Stored data entries
++++++++++

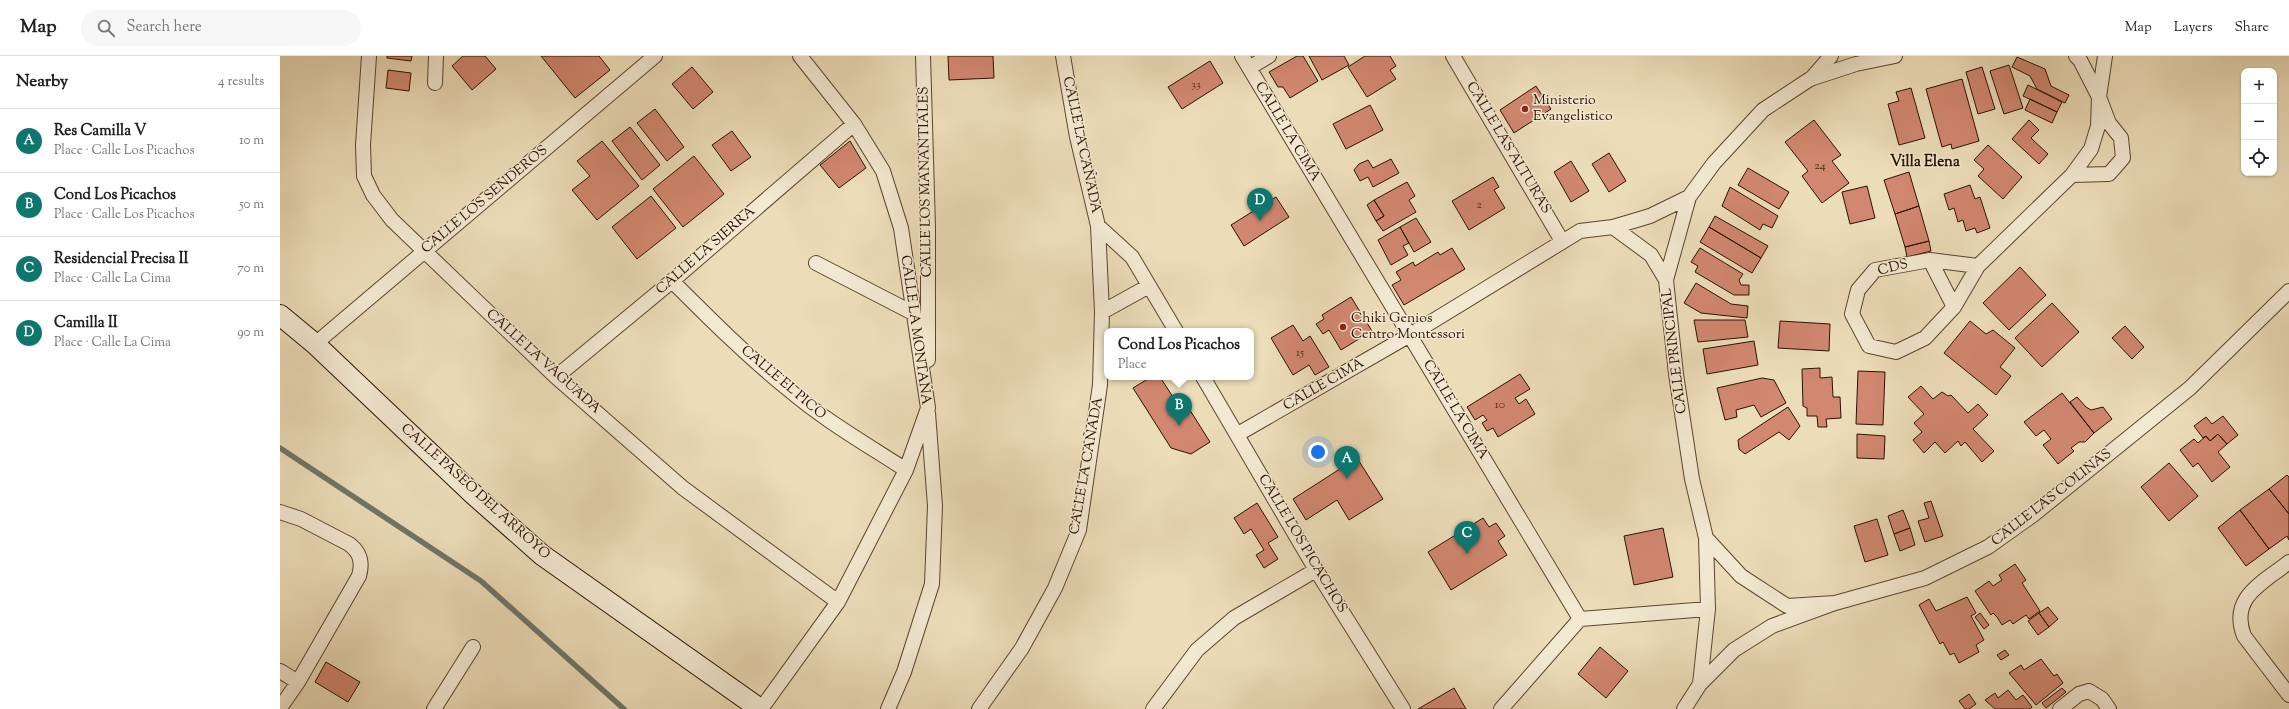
<!DOCTYPE html>
<html lang="en">
<head>
<meta charset="utf-8">
<style>
  :root { --surface:#fff; --page:#f6f6f6; --text:#202124; --muted:#757577; --line:#e0e0e0; --accent:#0f766e }
  body { margin:0; font-family:"Sorts Mill Goudy",serif; background:var(--page); color:var(--text) }
  .controls { position:absolute; right:12px; top:12px; display:grid; overflow:hidden; border-radius:8px; box-shadow:0 1px 3px #0004 }
  .controls button { width:36px; height:36px; display:grid; place-items:center; padding:0; border:0; border-bottom:1px solid var(--line); background:var(--surface); color:var(--text); font:20px sans-serif }
  .you { position:absolute; left:1038px; top:396px; width:14px; height:14px; margin:-10px; border:3px solid #fff; border-radius:50%; background:#1a73e8; box-shadow:0 0 0 6px #1a73e833 }
  .badge { display:grid; place-items:center; width:26px; height:26px; border-radius:50%; background:var(--accent); color:#fff; font-size:13px; font-weight:700 }
  .pin { position:absolute; translate:-50% -33px; filter:drop-shadow(0 1px 2px #0008) }
  .pin::after { content:''; position:absolute; top:21px; width:14px; height:12px; background:inherit; clip-path:polygon(0 0,100% 0,50% 100%) }
  .popup { position:absolute; left:824px; top:272px; width:150px; height:52px; box-sizing:border-box; display:grid; place-content:center; border-radius:8px; background:var(--surface); filter:drop-shadow(0 1px 3px #0005); font-size:13px; white-space:nowrap; color:var(--muted) }
  .popup b { font-size:15px; color:var(--text) }
  .popup::after { content:''; position:absolute; left:50%; top:100%; margin-left:-8px; border:8px solid transparent; border-top-color:var(--surface) }
  .list { margin:0; padding:0; list-style:none }
  h2 { display:flex; justify-content:space-between; align-items:center; height:52px; margin:0; padding:0 16px; font-size:17px }
  h2 small { font-size:13px; font-weight:400; color:var(--muted) }
  .list li { display:grid; grid-template-columns:26px 1fr auto; gap:12px; align-items:center; box-sizing:border-box; height:64px; padding:0 16px; border-top:1px solid var(--line) }
  .list b { display:block; font-size:15px; white-space:nowrap }
  .list p { margin:0; font-size:13px; white-space:nowrap; color:var(--muted) }
  .list em { font-size:13px; font-style:normal; color:var(--muted) }
  .icon { flex:none; width:22px; height:22px; fill:none; stroke:currentColor; stroke-width:2; stroke-linecap:round; stroke-linejoin:round }
  .map { position:relative; flex:none; width:2009px; height:653px; overflow:hidden }
  header { display:flex; align-items:center; gap:24px; box-sizing:border-box; height:56px; padding:0 20px; background:var(--surface); border-bottom:1px solid var(--line) }
  header strong { font-size:19px }
  nav { display:flex; gap:22px; margin-inline-start:auto; font-size:14px }
  .search { width:280px; height:36px; background:var(--page); display:flex; align-items:center; gap:10px; box-sizing:border-box; padding:0 14px; border-radius:22px; color:var(--muted); font-size:15px }
  main { display:flex }
  aside { flex:1; background:var(--surface) }
  .map>svg:first-child { display:block }
</style>
</head>
<body>
<header>
<strong>Map</strong>
<div class="search"><svg class="icon" aria-label="search" viewBox="0 0 24 24"><circle cx="10" cy="10" r="6"/><path d="M15 15l6 6"/></svg>Search here</div>
<nav><a>Map</a><a>Layers</a><a>Share</a></nav>
</header>
<main>
<aside>
<h2>Nearby<small>4 results</small></h2>
<ul class="list">
<li><span class="badge">A</span><div><b>Res Camilla V</b><p>Place · Calle Los Picachos</p></div><em>10 m</em></li>
<li><span class="badge">B</span><div><b>Cond Los Picachos</b><p>Place · Calle Los Picachos</p></div><em>50 m</em></li>
<li><span class="badge">C</span><div><b>Residencial Precisa II</b><p>Place · Calle La Cima</p></div><em>70 m</em></li>
<li><span class="badge">D</span><div><b>Camilla II</b><p>Place · Calle La Cima</p></div><em>90 m</em></li>
</ul>
</aside>
<div class="map">
<svg width="2009" height="653" viewBox="0 0 2009 653">
  <rect width="100%" height="100%" fill="#ecddb9"/>
  <filter id="stains"><feTurbulence type="fractalNoise" baseFrequency=".005" numOctaves="4"/><feColorMatrix values="0 0 0 0 .2 0 0 0 0 .09 0 0 0 0 .02 0 0 0 .5 -.17"/></filter>
  <radialGradient id="worn" r=".72"><stop offset=".6" stop-color="#630" stop-opacity="0"/><stop offset="1" stop-color="#630" stop-opacity=".3"/></radialGradient>
  <g fill="none" stroke-linecap="round" stroke-linejoin="round">
    <path stroke="#6d776b" stroke-width="5.5" d="M0,392l201,133 143,128"/>
  </g>
  <path fill="#d18770" stroke="#2b1101" d="M107,0h25l-1,5 -24,-3z
    M183,0h22l11,13 -24,21 -20,-24z
    M261,0h58l11,14 -35,28z
    M668,0h45l1,22 -45,2z
    M1017,0h6l15,25 -28,17 -7,-11h-5l-9,-15z
    M1029,0h35l5,9 -27,15z
    M1085,0h25l6,10 -6,4 6,9 -29,18 -19,-30z
    M1737,1l28,12 6,17 18,9 -4,8 -28,-14 -7,-13 -18,-9z
    M930,5l13,22 -41,26 -14,-22z
    M1729,9l14,43 -19,6 -14,-43z
    M412,11l21,25 -20,17 -21,-25z
    M1702,11l13,42 -17,5 -12,-42z
    M108,14l23,3 -2,18 -23,-3z
    M1682,23l17,62 -27,8 -1,-5 -9,3 -16,-58z
    M1748,29l34,17 -5,10 -34,-16z
    M1256,30l15,23 -37,24 -14,-23z
    M1631,32l14,50 -26,7 -11,-41 11,-3 -3,-9z
    M1750,43l27,13 -5,11 -27,-13z
    M1090,49l13,25 -37,19 -13,-25z
    M375,53l29,38 -17,14 -30,-38z
    M1534,64l27,35 -9,6 17,22 -27,20 -20,-27 6,-5 -23,-29z
    M1749,64l10,10 -8,8 17,16 -9,10 -27,-25z
    M350,71l30,38 -18,15 -30,-39z
    M452,75l19,26 -20,14 -19,-26z
    M322,85l37,45 -42,34 -25,-30 18,-14 -13,-15z
    M570,85l16,27 -27,20 -19,-23z
    M1708,89l34,32 -19,22 -25,-23 6,-7 -10,-9z
    M1329,97l17,28 -17,11 -17,-28z
    M414,100l30,38 -41,33 -30,-38z
    M1111,103l8,14 -26,14 -5,-10 -8,4 -6,-11 5,-6 9,-4 5,8z
    M1291,105l18,30 -18,11 -17,-30z
    M1468,112l41,24 -10,17 -41,-24z
    M1629,116l10,34 -24,8 -11,-34z
    M1213,121l6,10 -5,3 11,18 -36,22 -17,-29z
    M1127,126l8,14 -6,4 7,12 -33,19 -7,-10 8,-5 -10,-16z
    M1690,129l5,14 5,-2 10,31 -13,5 -2,-5 -9,3 -3,-11 -5,2 -4,-14 -5,2 -5,-16z
    M1587,130l8,32 -25,6 -8,-32z
    M1450,131l48,29 -6,12 -9,-4 -3,6 -38,-24z
    M371,140l25,32 -39,31 -25,-32z
    M996,141l13,20 -45,29 -13,-21z
    M1094,144l10,16 -8,5 -9,-16z
    M1639,150l10,35 -24,6 -10,-33z
    M1435,160l53,30 -7,12 -52,-31z
    M1136,162l15,24 -17,10 -14,-25z
    M1120,171l9,16 -6,3 5,9 -17,10 -13,-25z
    M1429,171l52,31 -9,15 -52,-31z
    M1649,185l2,10 -24,6 -2,-10z
    M1172,192l13,21 -61,36 -12,-20 9,-5 -5,-8 17,-10 2,4 23,-14 2,3z
    M1420,192l43,26 -4,6 2,5h8v10h-15l-39,-23 3,-6 -7,-4z
    M1740,211l26,28 -37,35 -26,-27z
    M1416,227l35,21 17,2 -1,12 -46,-5 -17,-10z
    M1071,241l21,34 -31,19 -12,-20 -6,4 -7,-10 8,-5 -2,-4z
    M1772,247l27,29 -37,35 -27,-29z
    M1414,264h51l3,17 -50,5z
    M1500,265l50,3 -1,27 -51,-3z
    M1690,265l16,13 7,-4 22,18 -15,19 11,9 -15,19 -52,-42z
    M1013,269l10,16 7,-5 19,31 -14,8 -6,-10 -16,10 -22,-37z
    M1845,270l19,21 -12,12 -20,-21z
    M1474,285l4,24 -51,9 -4,-25z
    M1540,312v10l12,-1 1,20h7l1,21 -15,1 1,8h-9l-1,-11h-10v-8l-4,-2 -1,-37z
    M1578,315l27,1 -2,53 -27,-1z
    M1240,318l10,15 -15,9 4,6 7,-5 9,15 -37,23 -5,-9 -6,3 -5,-8 5,-3 -4,-5 -8,5 -8,-13z
    M871,321h9l22,34 6,-4 22,35 -19,12 -20,-6 -38,-60z
    M1482,322l12,2 12,23 -25,14 -7,-12 -18,5 1,7 -12,3 -8,-32z
    M1641,330l12,13 9,-7 6,4 3,-1 17,18 10,-9 10,11 -15,14 21,22 -12,11 -17,-20 -4,4 -3,-5 -13,12 -10,-11 -11,11 -11,-13 9,-8 -8,-9 10,-9 -16,-17z
    M1782,337l32,40 -9,9h-6l-8,6 3,3 -16,13 -15,-19 8,-6 -7,-9 -8,6 -12,-14z
    M1797,341l9,10 5,3 12,-3 9,12 -18,14 -24,-31z
    M1508,351l12,19 -11,14 -10,-8 -34,22 -6,-5 -1,-9z
    M1943,360l15,19 -11,9 -9,-10 -8,7 -4,-5 -3,2 -9,-12 12,-9 6,7z
    M1577,378l28,2 -1,23 -27,-1z
    M1938,378l9,10 -9,8 12,15 -18,15 -14,-19 -5,4 -13,-17 14,-11 4,4 8,-7 4,5z
    M1077,402l26,41 -34,21 -12,-20 -31,20 -13,-21z
    M1889,407l29,33 -29,25 -28,-34z
    M2007,419l2,2v37l-20,-25z
    M1989,433l20,25v26l-2,-4 -18,13 -29,-39z
    M1651,445l12,35 -18,6 -7,-21 11,-3 -5,-15z
    M977,447l21,34 -10,6 10,16 -14,9 -8,-13 8,-5 -13,-21 -7,5 -10,-16z
    M1623,454l7,18 -16,6 -6,-18z
    M1960,454l29,39 -23,17 -28,-38z
    M1203,462l6,9 7,-4 9,13 -7,5 9,14 -56,35 -23,-38z
    M1597,463l11,36 -23,7 -11,-36z
    M1383,472l10,49 -39,8 -10,-49z
    M1630,472l5,17 -15,6 -6,-17z
    M1735,508l11,16 -4,3 18,28 -11,8 -3,-4 -13,9 -3,-4 -8,5 -5,-8 -4,-4 -2,2 -16,-24 14,-10 4,5 9,-6 -3,-5z
    M1687,541l9,16 -5,3 13,24 -8,5 3,7 -20,11 -5,-10 -4,2 -7,-13 -3,2 -21,-39 10,-6 7,12z
    M1768,551l10,12 -9,8 -10,-14z
    M1700,557l9,12 -5,4 -9,-12z
    M1759,557l10,14 -11,8 -10,-14z
    M1320,591l28,24 -22,27 -28,-24z
    M1725,594l4,5 -8,5 -4,-5z
    M1761,603l13,17 3,-2 6,9 -27,22 -27,-32 12,-8 3,5z
    M46,606l34,20 -12,20 -33,-20z
    M1174,632l12,21h-48z
    M1782,632l4,4 -20,16 -4,-5z
    M1728,634l8,10 7,-5 9,12 -2,2h-35l-10,-9 10,-7 3,5z
    M1689,638l7,10 -7,5h-4l-6,-8z"/>
  <g fill="none" stroke-linecap="round" stroke-linejoin="round">
    <defs>
      <path id="street" d="M89,0l-6,89 1,31 9,19 19,25 164,157 127,111 155,114
        M643,0l5,171v133
        M962,0l338,563
        M1173,0l109,185
        M969,12l20,-12
        M1531,23l20,-23
        M155,27l1,-27
        M1792,119l37,-1 14,-16 -2,-20 -12,-15 -10,-26 6,-41
        M818,170l34,31 44,74
        M1333,171l37,-11 39,-19
        M1650,204l24,47
        M536,207l97,50
        M1698,210l-48,-6 -55,10 -17,20 -6,24 17,32 27,6 29,-14 29,-31 24,-41 94,-91 19,-26 7,-23 1,-29 -19,-37 -4,-4
        M392,225c37,37 75,75 116,108 36,31 78,55 118,81
        M822,256l47,-26
        M35,288l340,-288
        M276,321l116,-96 182,-157
        M923,321l113,193 87,139
        M958,378l172,-99 170,-104 33,-4 38,28 15,25
        M0,456l21,7 48,25c11,8 14,18 10,32l-61,106 -18,26
        M2009,506c-26,21 -60,35 -45,74l45,59
        M1555,547l-48,3 -46,-30 -35,-38 -14,-59 -16,-105 -10,-94 23,-83 25,-34 49,-53 47,-31 46,-15 39,-8
        M1300,563l128,-10
        M0,615l18,11
        M1420,628l8,-75 -2,-71
        M154,653l39,-62
        M481,653l77,-107 68,-132 22,-62 -27,-180 -18,-57 -29,-47 -54,-68
        M608,653l16,-37 28,-88 3,-78 -7,-93
        M699,653l43,-61 33,-60 24,-58 21,-145 2,-73 -4,-86 -21,-89 -14,-81
        M873,653l44,-59 37,-32 82,-48
        M1221,653l79,-90
        M1404,653l16,-25 34,-34 38,-24 63,-23 90,-25 63,-31 45,-32 157,-127 99,-97
        M1780,653l19,-15 10,-3 13,8 7,10"/>
      <path id="secondary" d="M0,259l35,29 158,150 69,61 218,154"/>
    </defs>
    <use href="#street" stroke="#5b442f" stroke-width="16"/>
    <use href="#secondary" stroke="#2b1101" stroke-width="22"/>
    <use href="#street" stroke="#f3e9d2" stroke-width="14"/>
    <use href="#secondary" stroke="#f3e9d2" stroke-width="20"/>
  </g>
  <g fill="#8f2418" stroke="#f3e9d2" stroke-width="1.5">
    <circle cx="1245" cy="53" r="4"/>
    <circle cx="1063" cy="271" r="4"/>
  </g>
  <g text-anchor="middle" dominant-baseline="central" stroke-width="3" stroke-linejoin="round" paint-order="stroke">
    <g font-size="12" fill="#542e1d">
      <text x="916" y="29">33</text>
      <text x="1540" y="110">24</text>
      <text x="1199" y="149">2</text>
      <text x="1020" y="297">15</text>
      <text x="1220" y="349">10</text>
    </g>
    <g font-size="14" fill="#2b1101" stroke="#f3e9d2" text-anchor="start">
      <text x="1253" y="45">Ministerio<tspan x="1253" dy="16">Evangelistico</tspan></text>
      <text x="1071" y="263">Chiki Genios<tspan x="1071" dy="16">Centro Montessori</tspan></text>
    </g>
    <g font-size="14" fill="#2b1101" stroke="#f3e9d2">
      <text transform="translate(1007 76) rotate(59)">CALLE LA CIMA</text>
      <text transform="translate(801 89) rotate(78)">CALLE LA CAÑADA</text>
      <text transform="translate(1228 92) rotate(59)">CALLE LAS ALTURAS</text>
      <text transform="translate(646 126) rotate(-91)">CALLE LOS MANANTIALES</text>
      <text transform="translate(205 144) rotate(-40)">CALLE LOS SENDEROS</text>
      <text transform="translate(426 195) rotate(-41)">CALLE LA SIERRA</text>
      <text transform="translate(1613 212) rotate(-14)">CDS</text>
      <text transform="translate(635 274) rotate(82)">CALLE LA MONTAÑA</text>
      <text transform="translate(1395 295) rotate(-97)">CALLE PRINCIPAL</text>
      <text transform="translate(263 306) rotate(42)">CALLE LA VAGUADA</text>
      <text transform="translate(503 327) rotate(40)">CALLE EL PICO</text>
      <text transform="translate(1044 329) rotate(-30)">CALLE CIMA</text>
      <text transform="translate(1175 354) rotate(59)">CALLE LA CIMA</text>
      <text transform="translate(807 410) rotate(-80)">CALLE LA CAÑADA</text>
      <text transform="translate(195 436) rotate(42)">CALLE PASEO DEL ARROYO</text>
      <text transform="translate(1772 442) rotate(-38)">CALLE LAS COLINAS</text>
      <text transform="translate(1022 488) rotate(59)">CALLE LOS PICACHOS</text>
    </g>
    <g font-size="15" font-weight="bold" fill="#2b1101" stroke="#f3e9d2">
      <text x="1645" y="106">Villa Elena</text>
    </g>
  </g>
  <rect width="100%" height="100%" filter="url(#stains)"/>
  <rect width="100%" height="100%" fill="url(#worn)"/>
</svg>
<div class="controls">
<button>+</button>
<button>−</button>
<button><svg class="icon" aria-label="locate" viewBox="0 0 24 24"><circle cx="12" cy="12" r="6"/><path d="M12 2v4M12 18v4M2 12h4M18 12h4"/></svg></button>
</div>
<div class="you"></div>
<div class="pin badge" style="left:1067px;top:423px">A</div>
<div class="pin badge" style="left:899px;top:370px">B</div>
<div class="popup"><b>Cond Los Picachos</b>Place</div>
<div class="pin badge" style="left:1187px;top:498px">C</div>
<div class="pin badge" style="left:980px;top:165px">D</div>
</div>
</main>
</body>
</html>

++++++++++

Starting with the first line of the records above and stopping after the line containing "content:''; position:absolute; top:21px;", repeat every line exactly and leave out the pictures.

Task output ->
<!DOCTYPE html>
<html lang="en">
<head>
<meta charset="utf-8">
<style>
  :root { --surface:#fff; --page:#f6f6f6; --text:#202124; --muted:#757577; --line:#e0e0e0; --accent:#0f766e }
  body { margin:0; font-family:"Sorts Mill Goudy",serif; background:var(--page); color:var(--text) }
  .controls { position:absolute; right:12px; top:12px; display:grid; overflow:hidden; border-radius:8px; box-shadow:0 1px 3px #0004 }
  .controls button { width:36px; height:36px; display:grid; place-items:center; padding:0; border:0; border-bottom:1px solid var(--line); background:var(--surface); color:var(--text); font:20px sans-serif }
  .you { position:absolute; left:1038px; top:396px; width:14px; height:14px; margin:-10px; border:3px solid #fff; border-radius:50%; background:#1a73e8; box-shadow:0 0 0 6px #1a73e833 }
  .badge { display:grid; place-items:center; width:26px; height:26px; border-radius:50%; background:var(--accent); color:#fff; font-size:13px; font-weight:700 }
  .pin { position:absolute; translate:-50% -33px; filter:drop-shadow(0 1px 2px #0008) }
  .pin::after { content:''; position:absolute; top:21px; width:14px; height:12px; background:inherit; clip-path:polygon(0 0,100% 0,50% 100%) }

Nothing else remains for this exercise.